━━━ Records for processing

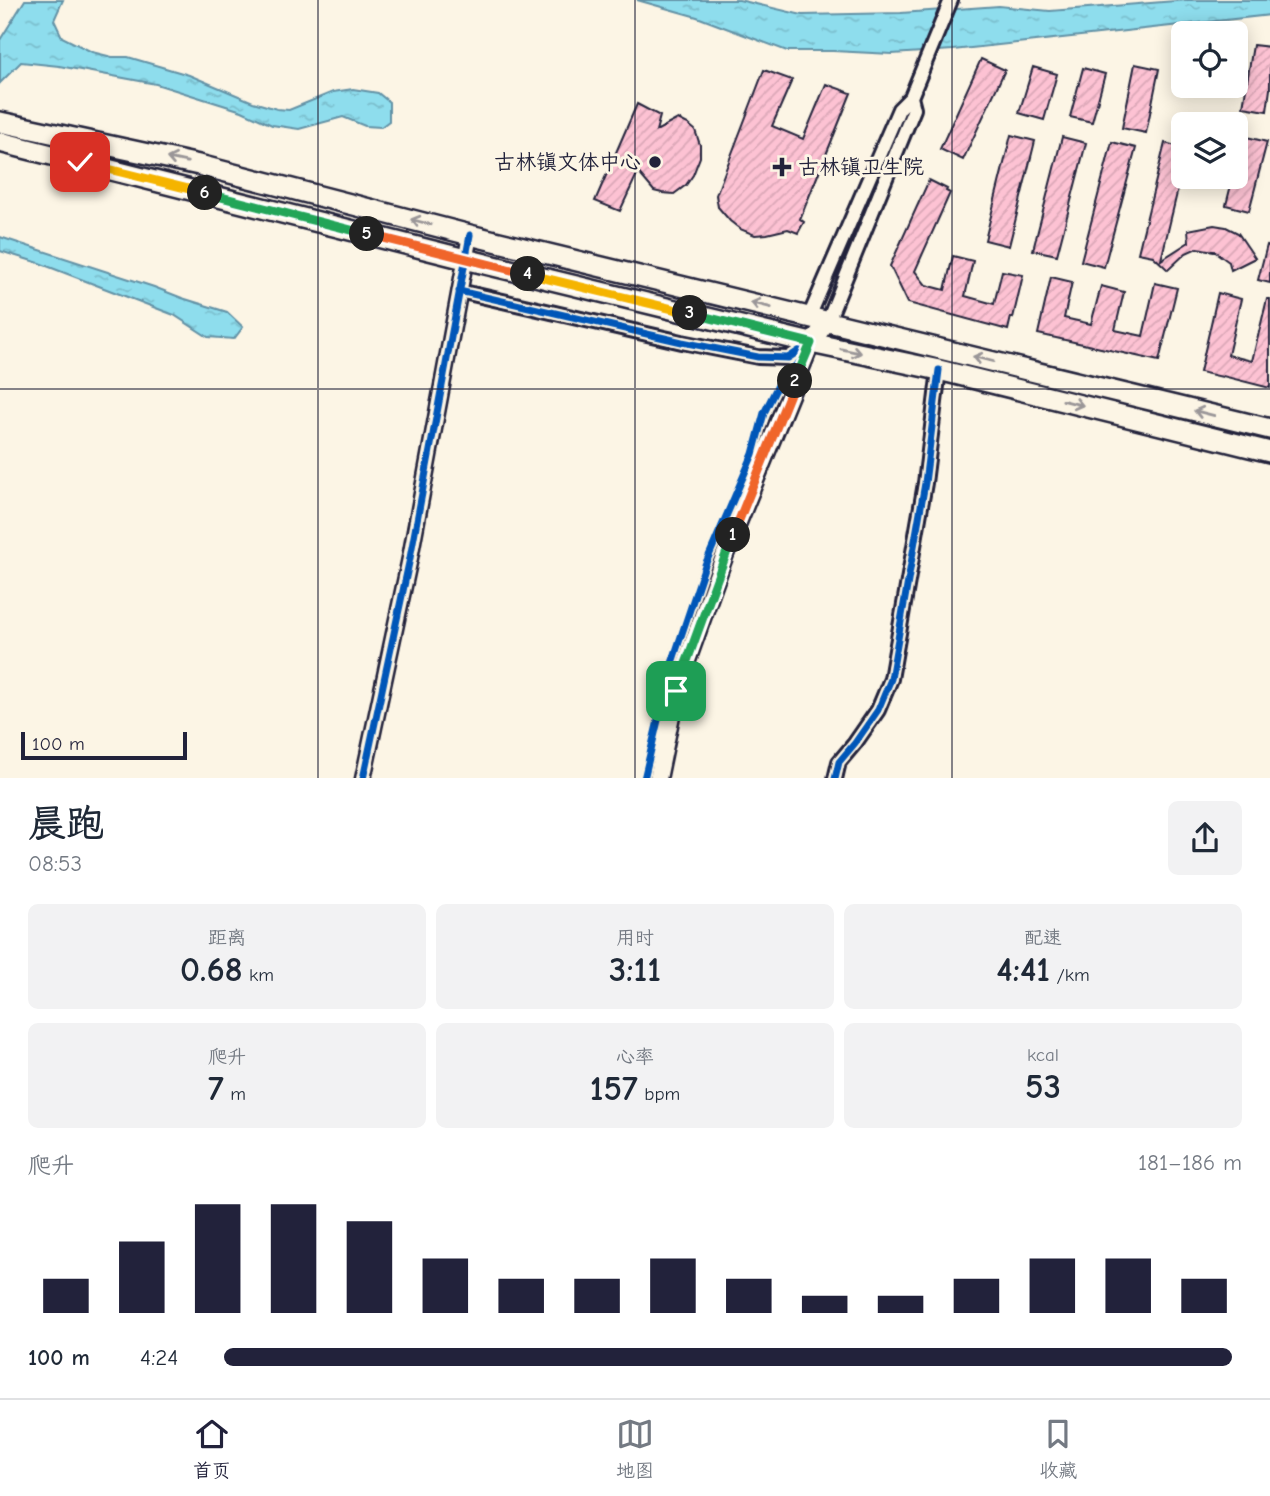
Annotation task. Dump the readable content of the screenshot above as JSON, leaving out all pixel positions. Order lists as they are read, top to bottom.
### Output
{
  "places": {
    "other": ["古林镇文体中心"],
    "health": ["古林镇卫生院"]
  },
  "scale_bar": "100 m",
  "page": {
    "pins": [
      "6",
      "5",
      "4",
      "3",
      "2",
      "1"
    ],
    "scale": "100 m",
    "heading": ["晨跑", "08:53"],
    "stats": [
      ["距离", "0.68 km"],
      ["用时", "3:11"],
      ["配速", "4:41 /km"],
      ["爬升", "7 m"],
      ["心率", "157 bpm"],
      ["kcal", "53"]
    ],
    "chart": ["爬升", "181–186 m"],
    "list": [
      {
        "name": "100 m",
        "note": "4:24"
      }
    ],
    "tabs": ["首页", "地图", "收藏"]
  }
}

━━━━━━

What the task requires: Line by line, transcribe the records exactly, omitting the images.

Exercise answer:
Annotation task. Dump the readable content of the screenshot above as JSON, leaving out all pixel positions. Order lists as they are read, top to bottom.
### Output
{
  "places": {
    "other": ["古林镇文体中心"],
    "health": ["古林镇卫生院"]
  },
  "scale_bar": "100 m",
  "page": {
    "pins": [
      "6",
      "5",
      "4",
      "3",
      "2",
      "1"
    ],
    "scale": "100 m",
    "heading": ["晨跑", "08:53"],
    "stats": [
      ["距离", "0.68 km"],
      ["用时", "3:11"],
      ["配速", "4:41 /km"],
      ["爬升", "7 m"],
      ["心率", "157 bpm"],
      ["kcal", "53"]
    ],
    "chart": ["爬升", "181–186 m"],
    "list": [
      {
        "name": "100 m",
        "note": "4:24"
      }
    ],
    "tabs": ["首页", "地图", "收藏"]
  }
}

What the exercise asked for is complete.